Let’s be real for a second, there is plenty to be angry about in New York City. Our public transport is in disrepair, the streets stink of slowly baked garbage, your astronomic electricity bill thanks to your crappy window air conditioner… we could go on. Ask yourself a question… in the growing list of things that are making you miserable… where do rats come? Above or below things like affordable housing, the subway crisis?
Well, now we’ve put that out there, we’ll leave you to consider it while we outline a $32 million plan to go to war with New York City’s booming rat population.
Mayor Bill de Blasio intends to reduce the number of rats in sections of the city by 70 percent. Which sections?

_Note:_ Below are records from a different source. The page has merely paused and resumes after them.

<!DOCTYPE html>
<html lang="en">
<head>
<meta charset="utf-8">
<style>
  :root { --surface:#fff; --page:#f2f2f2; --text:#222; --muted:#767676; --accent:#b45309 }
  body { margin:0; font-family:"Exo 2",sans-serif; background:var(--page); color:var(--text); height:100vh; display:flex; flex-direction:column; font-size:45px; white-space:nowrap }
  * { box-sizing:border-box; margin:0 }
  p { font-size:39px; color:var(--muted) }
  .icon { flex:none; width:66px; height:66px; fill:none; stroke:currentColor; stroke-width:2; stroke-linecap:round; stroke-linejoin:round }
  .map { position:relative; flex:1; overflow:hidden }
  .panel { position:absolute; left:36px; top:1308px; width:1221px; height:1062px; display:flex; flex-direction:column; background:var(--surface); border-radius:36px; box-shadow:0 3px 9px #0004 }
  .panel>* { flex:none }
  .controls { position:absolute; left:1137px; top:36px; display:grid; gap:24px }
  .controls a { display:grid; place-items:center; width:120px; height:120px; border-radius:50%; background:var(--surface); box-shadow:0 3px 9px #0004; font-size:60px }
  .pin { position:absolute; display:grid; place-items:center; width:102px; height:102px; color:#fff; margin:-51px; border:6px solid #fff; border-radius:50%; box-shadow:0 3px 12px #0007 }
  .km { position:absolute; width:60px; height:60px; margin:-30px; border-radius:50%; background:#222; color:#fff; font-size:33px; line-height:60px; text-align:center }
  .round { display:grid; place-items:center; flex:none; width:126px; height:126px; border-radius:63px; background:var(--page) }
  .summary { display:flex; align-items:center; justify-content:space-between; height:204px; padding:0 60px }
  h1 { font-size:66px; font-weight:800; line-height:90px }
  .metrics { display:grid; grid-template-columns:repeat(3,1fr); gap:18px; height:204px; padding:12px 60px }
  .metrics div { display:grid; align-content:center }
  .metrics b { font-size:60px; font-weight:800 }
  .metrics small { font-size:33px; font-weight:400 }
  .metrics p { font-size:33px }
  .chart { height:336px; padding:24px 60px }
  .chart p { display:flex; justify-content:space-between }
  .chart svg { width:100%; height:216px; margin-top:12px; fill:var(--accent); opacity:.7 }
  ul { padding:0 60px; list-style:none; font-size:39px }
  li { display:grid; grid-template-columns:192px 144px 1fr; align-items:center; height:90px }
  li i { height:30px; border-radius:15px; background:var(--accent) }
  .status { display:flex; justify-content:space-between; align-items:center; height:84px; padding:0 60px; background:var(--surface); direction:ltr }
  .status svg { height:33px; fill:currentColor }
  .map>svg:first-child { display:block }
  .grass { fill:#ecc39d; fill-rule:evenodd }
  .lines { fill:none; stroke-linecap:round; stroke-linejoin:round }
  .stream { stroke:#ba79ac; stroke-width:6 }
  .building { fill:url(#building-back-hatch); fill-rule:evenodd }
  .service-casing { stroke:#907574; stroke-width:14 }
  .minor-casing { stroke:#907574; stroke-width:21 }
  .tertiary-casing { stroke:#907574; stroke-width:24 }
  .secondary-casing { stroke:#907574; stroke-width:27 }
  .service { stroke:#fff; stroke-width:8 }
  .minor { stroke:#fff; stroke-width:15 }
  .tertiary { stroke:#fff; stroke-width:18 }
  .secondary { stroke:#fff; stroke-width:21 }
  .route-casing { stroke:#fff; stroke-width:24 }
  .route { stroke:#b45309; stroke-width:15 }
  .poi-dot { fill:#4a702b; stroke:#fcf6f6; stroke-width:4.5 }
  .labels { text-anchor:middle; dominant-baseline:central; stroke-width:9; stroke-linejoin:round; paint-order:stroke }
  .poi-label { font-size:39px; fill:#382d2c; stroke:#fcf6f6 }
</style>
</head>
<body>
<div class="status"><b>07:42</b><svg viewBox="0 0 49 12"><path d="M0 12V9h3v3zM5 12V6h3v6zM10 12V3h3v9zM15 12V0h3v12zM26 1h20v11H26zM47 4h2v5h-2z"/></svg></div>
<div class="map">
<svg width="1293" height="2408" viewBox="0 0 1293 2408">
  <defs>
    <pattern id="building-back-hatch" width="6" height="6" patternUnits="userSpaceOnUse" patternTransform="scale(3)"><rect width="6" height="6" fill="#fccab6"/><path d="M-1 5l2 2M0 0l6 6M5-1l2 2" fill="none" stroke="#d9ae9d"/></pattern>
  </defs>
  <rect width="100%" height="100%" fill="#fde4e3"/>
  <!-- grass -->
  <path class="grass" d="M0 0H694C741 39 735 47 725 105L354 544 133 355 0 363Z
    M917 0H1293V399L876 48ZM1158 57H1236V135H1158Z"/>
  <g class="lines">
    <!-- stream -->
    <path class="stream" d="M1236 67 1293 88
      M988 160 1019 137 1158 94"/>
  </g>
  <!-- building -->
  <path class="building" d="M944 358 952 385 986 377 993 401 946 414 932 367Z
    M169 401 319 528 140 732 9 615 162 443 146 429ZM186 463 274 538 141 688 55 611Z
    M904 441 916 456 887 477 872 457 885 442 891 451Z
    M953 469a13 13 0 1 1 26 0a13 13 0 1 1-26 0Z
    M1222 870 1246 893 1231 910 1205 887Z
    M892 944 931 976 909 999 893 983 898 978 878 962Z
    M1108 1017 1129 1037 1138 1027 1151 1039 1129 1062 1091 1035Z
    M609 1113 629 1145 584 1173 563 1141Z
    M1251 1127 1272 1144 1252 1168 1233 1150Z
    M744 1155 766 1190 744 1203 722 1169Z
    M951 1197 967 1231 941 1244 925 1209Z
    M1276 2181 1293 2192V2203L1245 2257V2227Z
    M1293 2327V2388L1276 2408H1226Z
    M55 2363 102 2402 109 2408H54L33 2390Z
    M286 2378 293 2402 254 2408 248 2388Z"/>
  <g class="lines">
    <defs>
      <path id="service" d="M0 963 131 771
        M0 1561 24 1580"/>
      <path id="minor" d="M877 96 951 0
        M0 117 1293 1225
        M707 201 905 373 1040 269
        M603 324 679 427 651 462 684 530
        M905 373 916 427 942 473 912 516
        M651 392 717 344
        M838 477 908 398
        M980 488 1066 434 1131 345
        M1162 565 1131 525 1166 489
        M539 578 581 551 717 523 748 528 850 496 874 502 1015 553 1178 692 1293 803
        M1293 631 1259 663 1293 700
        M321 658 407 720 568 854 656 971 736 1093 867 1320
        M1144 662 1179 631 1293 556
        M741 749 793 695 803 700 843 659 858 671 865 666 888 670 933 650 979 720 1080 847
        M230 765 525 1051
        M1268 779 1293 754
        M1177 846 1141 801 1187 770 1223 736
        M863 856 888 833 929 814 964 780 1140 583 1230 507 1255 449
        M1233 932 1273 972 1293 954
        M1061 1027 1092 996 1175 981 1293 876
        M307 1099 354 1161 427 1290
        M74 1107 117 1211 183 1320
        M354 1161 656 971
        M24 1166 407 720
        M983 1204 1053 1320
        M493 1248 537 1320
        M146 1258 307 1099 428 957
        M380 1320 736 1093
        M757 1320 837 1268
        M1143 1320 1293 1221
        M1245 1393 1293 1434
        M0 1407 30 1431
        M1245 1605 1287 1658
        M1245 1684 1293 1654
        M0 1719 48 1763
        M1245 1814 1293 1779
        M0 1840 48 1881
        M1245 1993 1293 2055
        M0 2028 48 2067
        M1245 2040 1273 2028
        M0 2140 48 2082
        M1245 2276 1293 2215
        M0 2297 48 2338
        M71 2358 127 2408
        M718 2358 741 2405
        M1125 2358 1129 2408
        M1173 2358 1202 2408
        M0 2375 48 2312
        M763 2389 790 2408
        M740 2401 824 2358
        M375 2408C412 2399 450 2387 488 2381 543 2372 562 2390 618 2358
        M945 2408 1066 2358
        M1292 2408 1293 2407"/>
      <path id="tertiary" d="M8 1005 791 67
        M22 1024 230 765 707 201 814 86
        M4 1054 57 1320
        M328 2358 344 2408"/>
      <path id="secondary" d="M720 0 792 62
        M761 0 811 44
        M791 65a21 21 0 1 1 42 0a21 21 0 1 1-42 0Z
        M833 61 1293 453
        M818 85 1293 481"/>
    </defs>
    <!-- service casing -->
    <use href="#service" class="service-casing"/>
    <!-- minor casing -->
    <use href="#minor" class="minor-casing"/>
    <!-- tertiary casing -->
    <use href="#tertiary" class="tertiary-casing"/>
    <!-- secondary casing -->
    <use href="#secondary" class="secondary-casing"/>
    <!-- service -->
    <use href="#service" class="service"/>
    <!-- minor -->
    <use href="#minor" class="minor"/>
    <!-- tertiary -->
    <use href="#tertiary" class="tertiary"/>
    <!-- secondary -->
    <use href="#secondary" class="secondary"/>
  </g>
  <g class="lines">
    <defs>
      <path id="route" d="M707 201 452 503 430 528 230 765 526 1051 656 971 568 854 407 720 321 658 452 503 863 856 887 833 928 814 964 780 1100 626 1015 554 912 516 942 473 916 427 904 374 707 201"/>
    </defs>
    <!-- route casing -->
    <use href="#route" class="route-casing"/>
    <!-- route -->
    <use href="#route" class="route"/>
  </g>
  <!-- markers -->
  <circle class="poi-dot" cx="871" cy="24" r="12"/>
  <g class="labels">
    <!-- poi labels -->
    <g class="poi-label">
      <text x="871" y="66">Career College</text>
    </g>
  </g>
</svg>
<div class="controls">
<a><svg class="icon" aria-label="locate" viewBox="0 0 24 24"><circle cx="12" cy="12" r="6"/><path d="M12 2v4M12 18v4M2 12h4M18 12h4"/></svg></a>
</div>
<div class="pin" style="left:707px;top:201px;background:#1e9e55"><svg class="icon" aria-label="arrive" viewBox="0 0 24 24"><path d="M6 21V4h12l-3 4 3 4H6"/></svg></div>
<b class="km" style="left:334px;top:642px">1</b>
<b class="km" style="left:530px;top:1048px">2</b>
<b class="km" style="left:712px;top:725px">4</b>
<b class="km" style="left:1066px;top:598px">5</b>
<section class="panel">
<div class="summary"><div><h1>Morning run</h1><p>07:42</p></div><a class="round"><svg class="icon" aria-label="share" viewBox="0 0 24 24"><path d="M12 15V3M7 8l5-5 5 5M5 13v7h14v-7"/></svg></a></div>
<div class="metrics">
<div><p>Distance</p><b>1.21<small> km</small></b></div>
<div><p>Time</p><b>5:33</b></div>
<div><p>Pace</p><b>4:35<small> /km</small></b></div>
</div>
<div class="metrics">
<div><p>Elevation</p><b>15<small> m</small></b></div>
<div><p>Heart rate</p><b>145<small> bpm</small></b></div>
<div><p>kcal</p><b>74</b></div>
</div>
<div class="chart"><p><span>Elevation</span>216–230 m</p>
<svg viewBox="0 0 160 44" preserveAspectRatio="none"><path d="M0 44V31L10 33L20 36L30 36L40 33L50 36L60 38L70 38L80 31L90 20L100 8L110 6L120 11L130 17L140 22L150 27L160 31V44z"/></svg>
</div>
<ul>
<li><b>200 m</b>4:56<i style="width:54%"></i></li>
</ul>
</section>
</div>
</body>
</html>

The Grand Concourse section of the Bronx, Chinatown/Lower East Side/East Village in Manhattan, and Bushwick and Bedford-Stuyvesant in Brooklyn.
Where’s your money going exactly? Good question. The plan includes the purchase 336 new trash bins with mail-box style openings to stop rodents getting in, all wire trash cans in the above neighborhoods will be swapped out with big belly steel cans, and daily trash pickups in high rodent areas and city parks.